WHAT THIS TASK INVOLVES » Reproduce the complete set of records exactly. No picture is to appear in the copy.
++++ DATA FOR PROCESSING
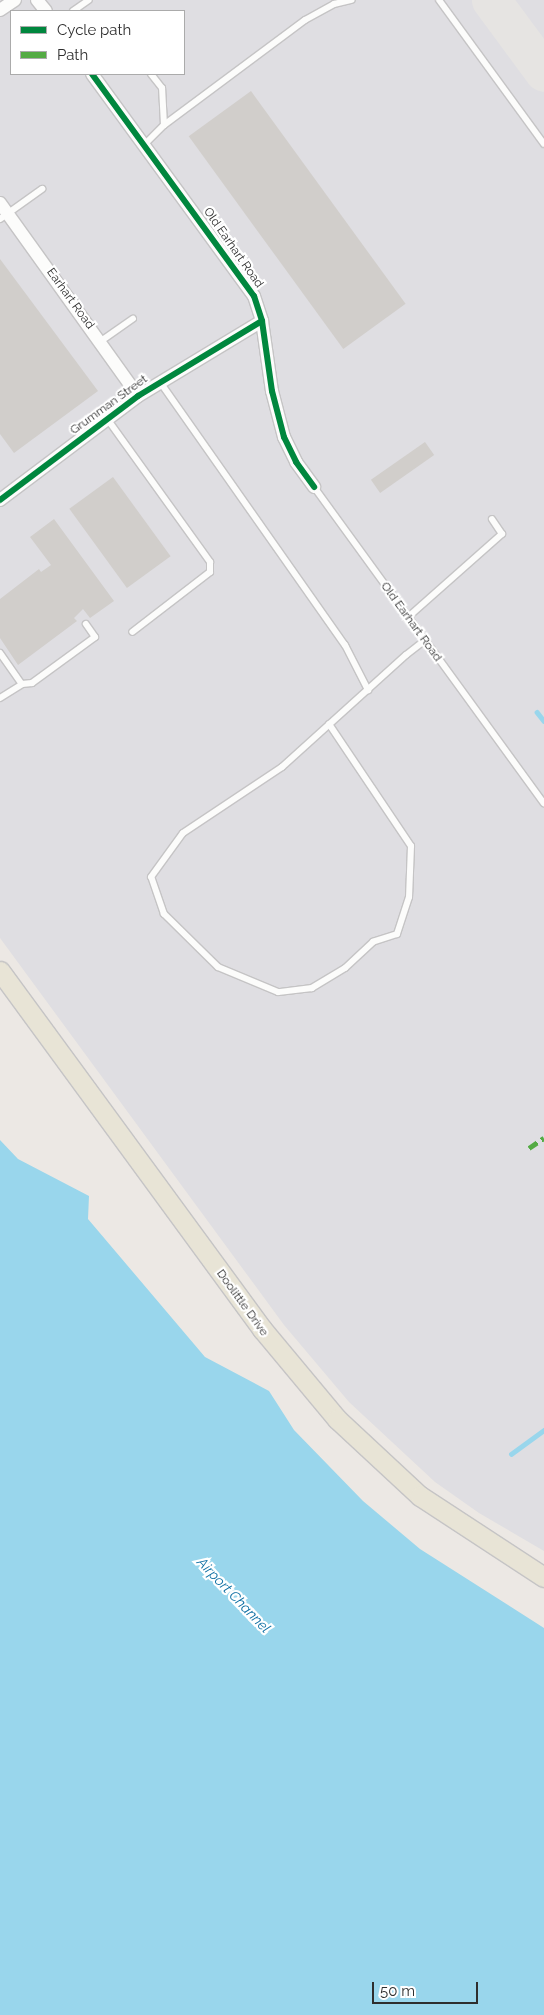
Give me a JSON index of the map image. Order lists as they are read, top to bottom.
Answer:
{
  "streets": {
    "main road": ["Doolittle Drive"],
    "street": ["Old Earhart Road", "Earhart Road", "Grumman Street"]
  },
  "crossings": [
    ["Old Earhart Road", "Grumman Street"],
    ["Earhart Road", "Grumman Street"]
  ],
  "water": ["Airport Channel"],
  "legend": ["Cycle path", "Path"],
  "scale_bar": "50 m"
}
++++++++
SOLUTION TO THIS EXERCISE »
Give me a JSON index of the map image. Order lists as they are read, top to bottom.
Answer:
{
  "streets": {
    "main road": ["Doolittle Drive"],
    "street": ["Old Earhart Road", "Earhart Road", "Grumman Street"]
  },
  "crossings": [
    ["Old Earhart Road", "Grumman Street"],
    ["Earhart Road", "Grumman Street"]
  ],
  "water": ["Airport Channel"],
  "legend": ["Cycle path", "Path"],
  "scale_bar": "50 m"
}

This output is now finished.